Tin Machine II album coverWritten by: David Bowie, Hunt Sales, Tony Sales
Recorded: September – November 1989; April, September – October 1990; March 1991
Producers: Tin Machine, Tim Palmer

Released: 2 September 1991

Available on:
Tin Machine II
Tin Machine Live: Oy Vey, Baby

Personnel

Contents

David Bowie: vocals, guitar
Reeves Gabrels: guitar
Tony Sales: bass guitar
Hunt Sales: drums

One of the rare highlights on Tin Machine II, ‘Goodbye Mr Ed’ contains some of David Bowie’s most arresting and effective lyrics.
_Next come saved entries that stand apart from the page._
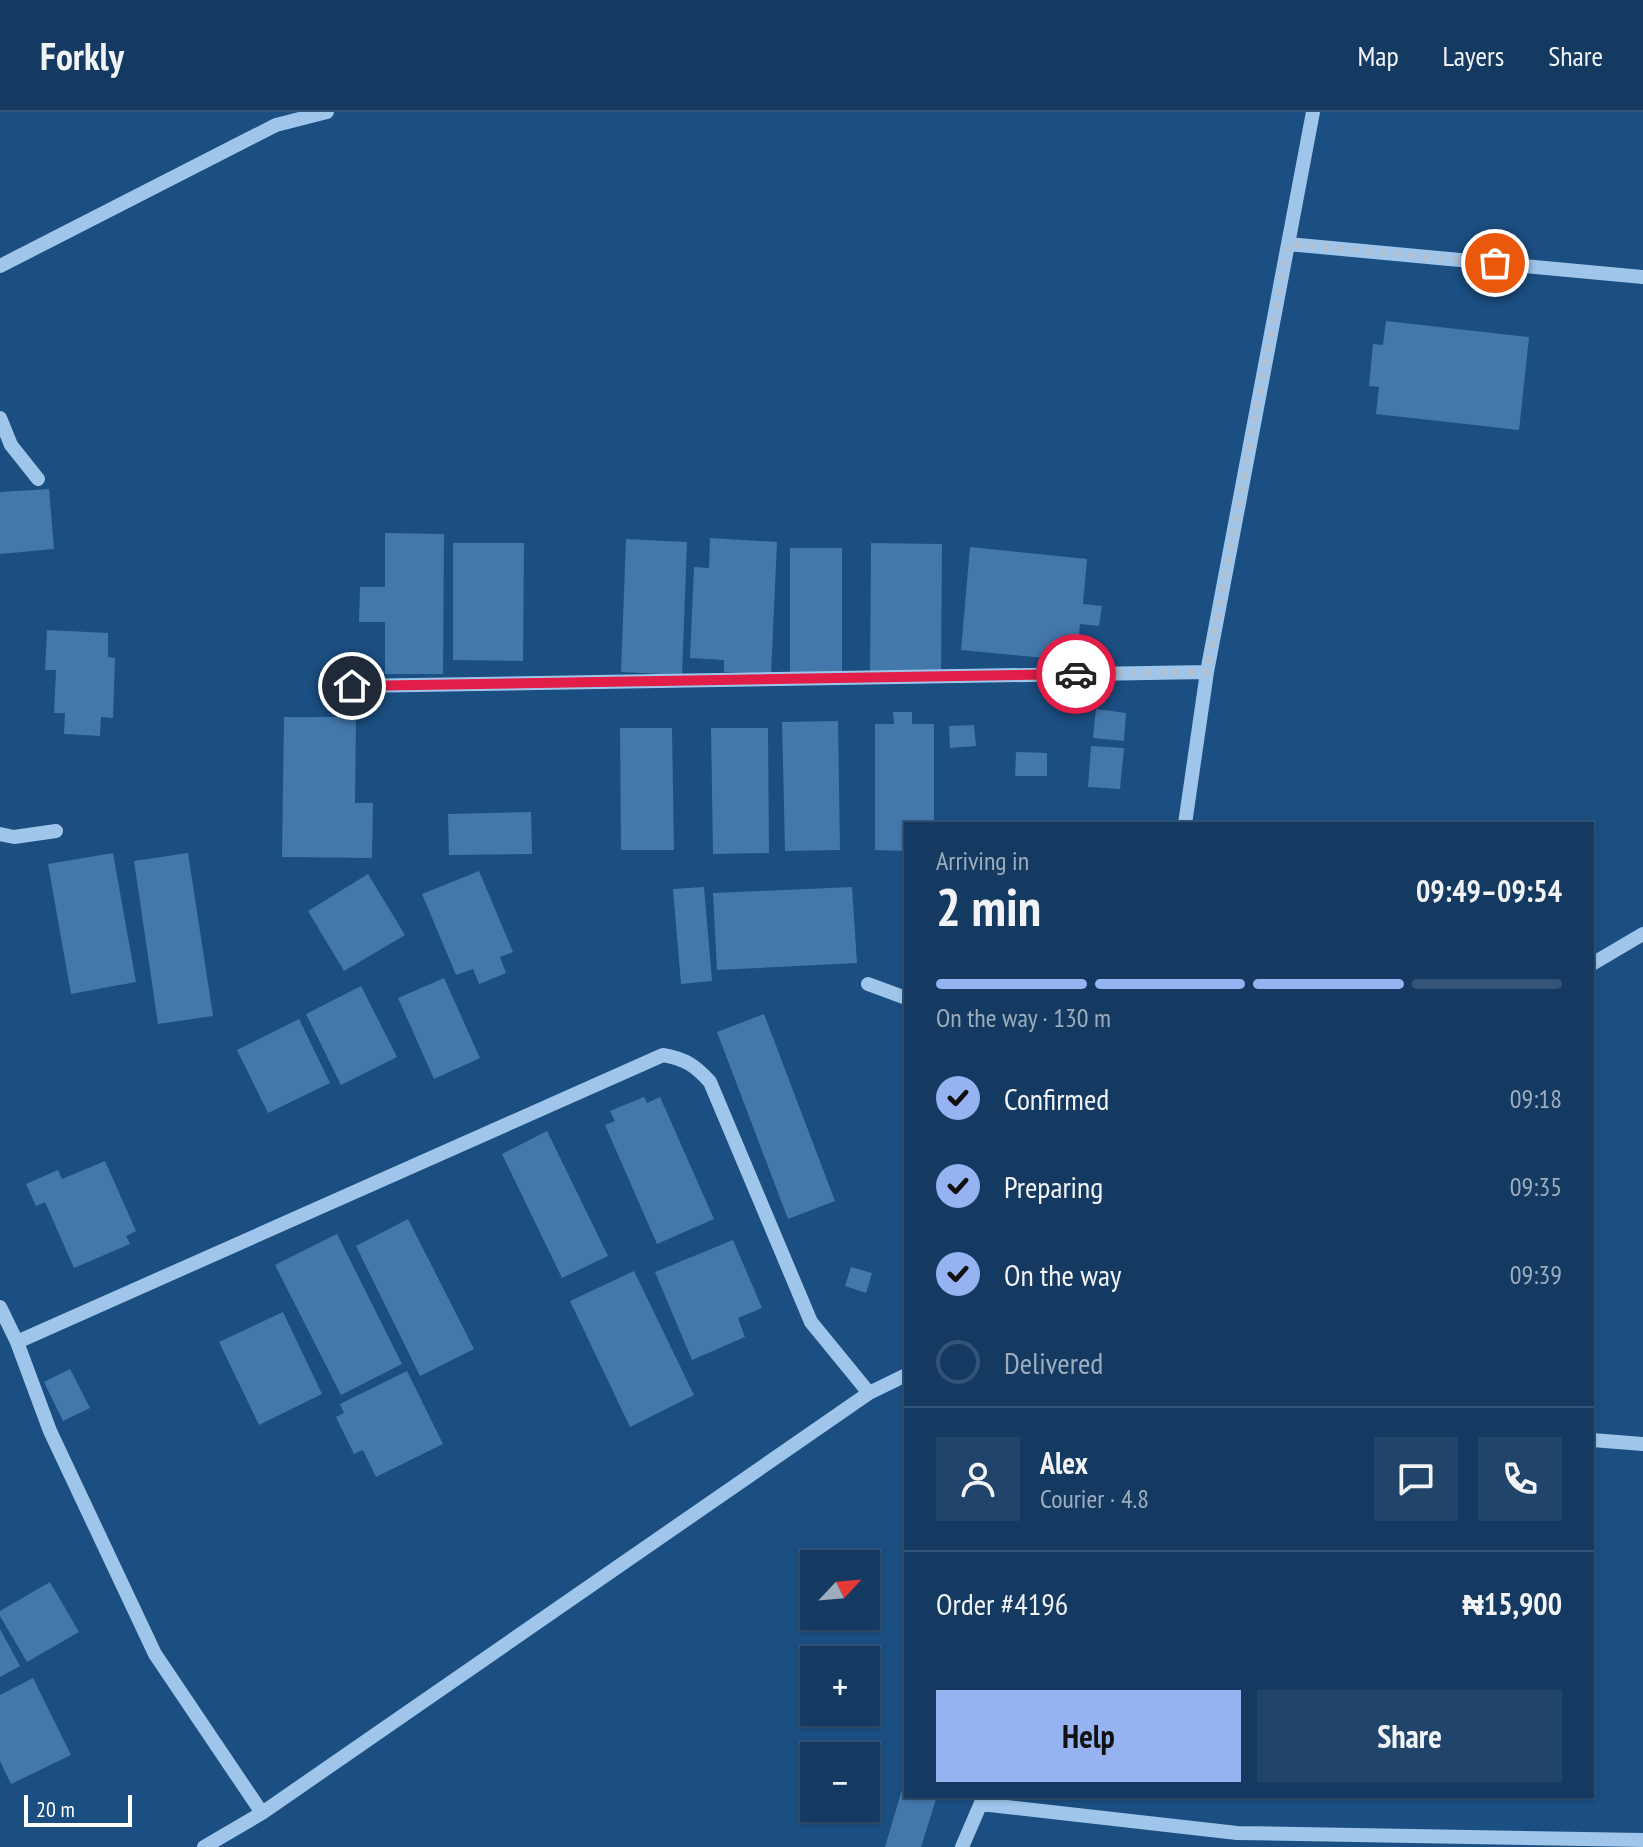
<!DOCTYPE html>
<meta charset="utf-8">
<style>
body{margin:0;font-family:"PT Sans Narrow",sans-serif;background:#21456a;color:#f1f3f6;height:100vh;display:flex;flex-direction:column;font-size:30px;white-space:nowrap}
*{box-sizing:border-box;margin:0}
p{font-size:26px;color:#9dadbd}
.icon{flex:none;width:44px;height:44px;fill:none;stroke:currentColor;stroke-width:2;stroke-linecap:round;stroke-linejoin:round}
.map{position:relative;flex:1;overflow:hidden}
.details{position:absolute;left:904px;top:710px;width:690px;height:976px;display:flex;flex-direction:column;background:#143a61;border-radius:0px;box-shadow:0 2px 6px #0004,0 0 0 2px #335476}
.details>*{flex:none}
.needle{width:52px;rotate:64deg}
.buttons{position:absolute;left:800px;top:1438px;display:grid;gap:16px}
.buttons a{display:grid;place-items:center;width:80px;height:80px;border-radius:0px;background:#143a61;box-shadow:0 2px 6px #0004,0 0 0 2px #335476;font-size:40px}
.scale{position:absolute;left:24px;bottom:20px;width:108px;box-sizing:border-box;padding-left:8px;border:4px solid #fff;border-top:0;font-size:22px;line-height:28px;white-space:nowrap;color:#fff;-webkit-text-stroke:6px #1b4e81;paint-order:stroke}
.pin{position:absolute;display:grid;place-items:center;width:68px;height:68px;color:#fff;margin:-34px;border:4px solid #fff;border-radius:50%;box-shadow:0 2px 8px #0007}
.courier{position:absolute;display:grid;place-items:center;width:80px;height:80px;margin:-40px;border:6px solid #e11d48;border-radius:50%;background:#fff;color:#222;box-shadow:0 2px 10px #0007}
.summary em{font-style:normal;font-weight:800}
.summary div{display:flex;flex-direction:column-reverse}
.summary{display:flex;align-items:center;justify-content:space-between;height:136px;padding:0 32px}
h1{font-size:52px;font-weight:800;line-height:60px}
.bar{display:grid;grid-template-columns:repeat(4,1fr);gap:12px 8px;align-content:center;height:96px;padding:0 32px}
.bar i{height:10px;border-radius:6px;background:#335476}
.bar .selected{background:#95b2f1}
.bar p{grid-column:span 4}
.line{display:flex;align-items:center;gap:20px;padding:0 32px;border-top:2px solid #335476}
.line div{flex:1}
.round{display:grid;place-items:center;flex:none;width:84px;height:84px;border-radius:0px;background:#21456a}
ol{padding:0 32px;list-style:none}
li{display:flex;align-items:center;gap:24px;height:88px}
li p{margin-inline-start:auto}
li .icon{padding:8px;border-radius:50%;background:#95b2f1;color:#111;stroke-width:4}
li:last-child{color:#9dadbd}
li i{width:44px;height:44px;border:4px solid #335476;border-radius:50%}
.primary-button{display:flex;gap:16px;margin-top:auto;padding:16px 32px}
.primary-button a{flex:1;height:92px;border-radius:0px;background:#95b2f1;color:#111;font-size:32px;font-weight:800;line-height:92px;text-align:center}
.primary-button a+a{background:#21456a;color:#f1f3f6}
header{display:flex;align-items:center;gap:48px;box-sizing:border-box;height:112px;padding:0 40px;background:#143a61;border-bottom:2px solid #335476}
header strong{font-size:38px}
nav{display:flex;gap:44px;margin-inline-start:auto;font-size:28px}
.map>svg:first-child{display:block}
.building{fill:#4378ab}
.lines{fill:none;stroke-linecap:round;stroke-linejoin:round}
.minor{stroke:#9fc6ea;stroke-width:14}
.done{stroke:#afc1d3;stroke-width:8;stroke-dasharray:0 14.4}
.route{stroke:#e11d48;stroke-width:10}
</style>
<header>
<strong>Forkly</strong>
<nav><a>Map</a><a>Layers</a><a>Share</a></nav>
</header>
<div class="map">
<svg width="1643" height="1735" viewBox="0 0 1643 1735">
<rect width="100%" height="100%" fill="#1b4e81"/>
<path class="building" d="M1386,209L1529,225L1519,318L1376,302L1379,275L1369,274L1373,232L1383,233Z
M49,377L54,437L0,442V380Z
M385,421L444,422L443,562H385V510H359L360,475H385Z
M710,426L777,430L771,562L724,560V548L690,546L694,455L709,456Z
M626,427L687,430L682,563L621,560Z
M453,431H524L523,549L453,548Z
M871,431L942,432L941,562L870,560Z
M970,435L1087,447L1083,492L1102,494L1099,514L1080,512L1077,549L961,538Z
M790,436H842V563L790,562Z
M47,518L108,521V545L115,546L113,606L101,605L100,624L64,622L65,601H54L56,558H45Z
M1096,597L1126,601L1124,629L1093,626Z
M893,600H912V612H934V712H906V739L875,738V612H894Z
M284,605H356L355,691H373L372,746L282,745Z
M838,609L840,738L785,739L782,610Z
M974,613L976,634L950,636L949,614Z
M620,616H672L674,738H621Z
M711,616H768L769,741L713,742Z
M1091,634L1124,636L1120,677L1088,675Z
M1016,640L1047,641V664H1015Z
M531,700L532,742L449,743L448,702Z
M113,741L136,870L71,882L48,752Z
M188,741L213,904L158,912L134,749Z
M479,759L513,840L500,845L506,861L479,872L473,857L456,863L422,782Z
M368,762L405,823L344,859L308,799Z
M704,775L712,869L681,872L673,777Z
M852,775L857,851L717,858L713,781Z
M444,866L480,946L434,967L398,886Z
M361,874L397,945L341,973L306,902Z
M764,902L835,1089L788,1107L717,920Z
M299,907L330,971L268,1001L237,938Z
M644,985L647,991L660,985L714,1107L657,1132L605,1013L615,1009L610,999Z
M547,1019L608,1144L562,1166L502,1042Z
M105,1049L136,1119L126,1124L130,1132L74,1156L45,1090L36,1094L26,1072L58,1058L62,1067Z
M408,1107L474,1237L420,1264L356,1134Z
M337,1122L402,1252L341,1283L275,1153Z
M733,1128L762,1196L738,1206L745,1225L692,1248L655,1160Z
M851,1155L872,1161L866,1181L845,1174Z
M634,1159L694,1283L630,1315L570,1189Z
M283,1200L322,1282L259,1313L219,1230Z
M70,1257L90,1296L63,1309L44,1270Z
M407,1259L443,1332L376,1365L363,1338L354,1342L336,1305L344,1301L340,1292Z
M50,1470L79,1520L27,1550L0,1504V1499Z
M0,1517L20,1554L0,1565Z
M33,1566L71,1643L11,1672L0,1649V1583Z
M906,1664V1684H937L921,1735H885Z"/>
<g class="lines">
<path class="minor" d="M1288,132L1643,165
M0,154L276,13L327,0
M0,306L11,333L38,367
M352,574L1207,560
M1185,712L1207,560L1313,0
M0,722L14,725L56,719
M1592,852L1643,822
M868,872L906,886
M0,1195L17,1230
M1592,1328L1643,1332
M981,1692L1237,1721L1643,1728
M262,1701L155,1542L50,1319L17,1230L663,943C685,947 695,953 710,970L811,1210L869,1281
M204,1735L262,1701L869,1281L906,1263
M962,1735L984,1684"/>
</g>
<g class="lines">
<path class="done" d="M1076,562L1207,560L1288,132L1495,151"/>
<path class="route" d="M352,574L1076,562"/>
</g>
</svg>
<div class="buttons">
<a><svg class="needle" viewBox="-14 -14 28 28"><path d="M0-13l5 13h-10z" fill="#e53935"/><path d="M0 13l5-13h-10z" fill="#9dadbd"/></svg></a>
<a>+</a>
<a>−</a>
</div>
<div class="scale">20 m</div>
<div class="pin" style="left:1495px;top:151px;background:#ea580c"><svg class="icon" aria-label="bag" viewBox="0 0 24 24"><path d="M5 8h14l-1 12H6zM9 8a3 3 0 0 1 6 0"/></svg></div>
<div class="pin" style="left:352px;top:574px;background:#1f2937"><svg class="icon" aria-label="home" viewBox="0 0 24 24"><path d="M3 11l9-7 9 7M6 9v11h12V9"/></svg></div>
<div class="courier" style="left:1076px;top:562px"><svg class="icon" aria-label="car" viewBox="0 0 24 24"><path d="M5 17H2v-5l4-1 3-4h7l3 4 3 1v5h-3M9 17h6M6 11h13"/><circle cx="7" cy="17" r="2"/><circle cx="17" cy="17" r="2"/></svg></div>
<section class="details">
<div class="summary"><div><h1>2 min</h1><p>Arriving in</p></div><em>09:49–09:54</em></div>
<div class="bar"><i class="selected"></i><i class="selected"></i><i class="selected"></i><i></i><p>On the way · 130 m</p></div>
<ol>
<li><svg class="icon" aria-label="check" viewBox="0 0 24 24"><path d="M5 12l5 5 9-10"/></svg>Confirmed<p>09:18</p></li>
<li><svg class="icon" aria-label="check" viewBox="0 0 24 24"><path d="M5 12l5 5 9-10"/></svg>Preparing<p>09:35</p></li>
<li><svg class="icon" aria-label="check" viewBox="0 0 24 24"><path d="M5 12l5 5 9-10"/></svg>On the way<p>09:39</p></li>
<li><i></i>Delivered</li>
</ol>
<div class="line" style="height:144px"><a class="round"><svg class="icon" aria-label="person" viewBox="0 0 24 24"><circle cx="12" cy="8" r="4"/><path d="M4 21q1-7 8-7t8 7"/></svg></a><div><b>Alex</b><p>Courier · 4.8</p></div><a class="round"><svg class="icon" aria-label="chat" viewBox="0 0 24 24"><path d="M4 5h16v11H9l-5 4z"/></svg></a><a class="round"><svg class="icon" aria-label="phone" viewBox="0 0 24 24"><path d="M5 4h4l2 5-3 2q2 4 5 5l2-3 5 2v4C11 20 4 13 5 4z"/></svg></a></div>
<div class="line" style="height:104px"><div>Order #4196</div><b>₦15,900</b></div>
<div class="primary-button"><a>Help</a><a>Share</a></div>
</section>
</div>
The song contrasts the fate of the Weckquaesgeek, the pre-colonial Native American occupants of southernmost Manhattan, with New York’s modern-day shopping malls and skyscrapers. “The ghost of Manhattoe” cry as they fall from AT&T, victims of rampant commercialism and modern day ‘progress’.

The effect is a slideshow of victims and unfortunates, from Andy Warhol’s skull “in a shopping mall near Queens” to the washed up punks who “laid the Golem eggs”, Icarus to Breughel. Gone is the triumphalism of Halloween Jack surveying Hunger City from atop Manhattan Chase in 1974, and in its place is empathy and regret.

It is very much juxtaposing lines which really shouldn’t fit, free-association around the idea of ‘bye-bye, ’50s America.’ New York once belonged to the Manahattos – a tribe that used to have that bit of land before it became Manhattan. That was the first real, solid image I had… I thought, ‘That’s what this song’s about.’
David Bowie
Musician, September 1991

‘Goodbye Mr Ed’ originated as a jam from Tin Machine’s Sydney recording sessions at the end of 1989.

We all came back from lunch and David had written a whole sheet of lyrics for it, and then he put the vocal on later with the melody.
Tony Sales
Musician, September 1991

Parts of the recording of Tin Machine II took place in breaks in Bowie’s Sound + Vision Tour in 1990. ‘Goodbye Mr Ed’ was worked on during a few days’ break ahead of his show in Miami on 27 April 1990.

David would call up and say, ‘I’m going to have a week off in Miami in a month, if you want to meet me there, we can do more stuff.’ For example, ‘Goodbye Mr Ed’ was just a rhythm track until we got to Miami.
Reeves Gabrels, 1991
Typhe magazine

Tin Machine performed ‘Goodbye Mr Ed’ throughout the It’s My Life Tour in 1991-2. A recording from Tokyo on 17 February 1992 was released on the album Tin Machine Live: Oy Vey, Baby.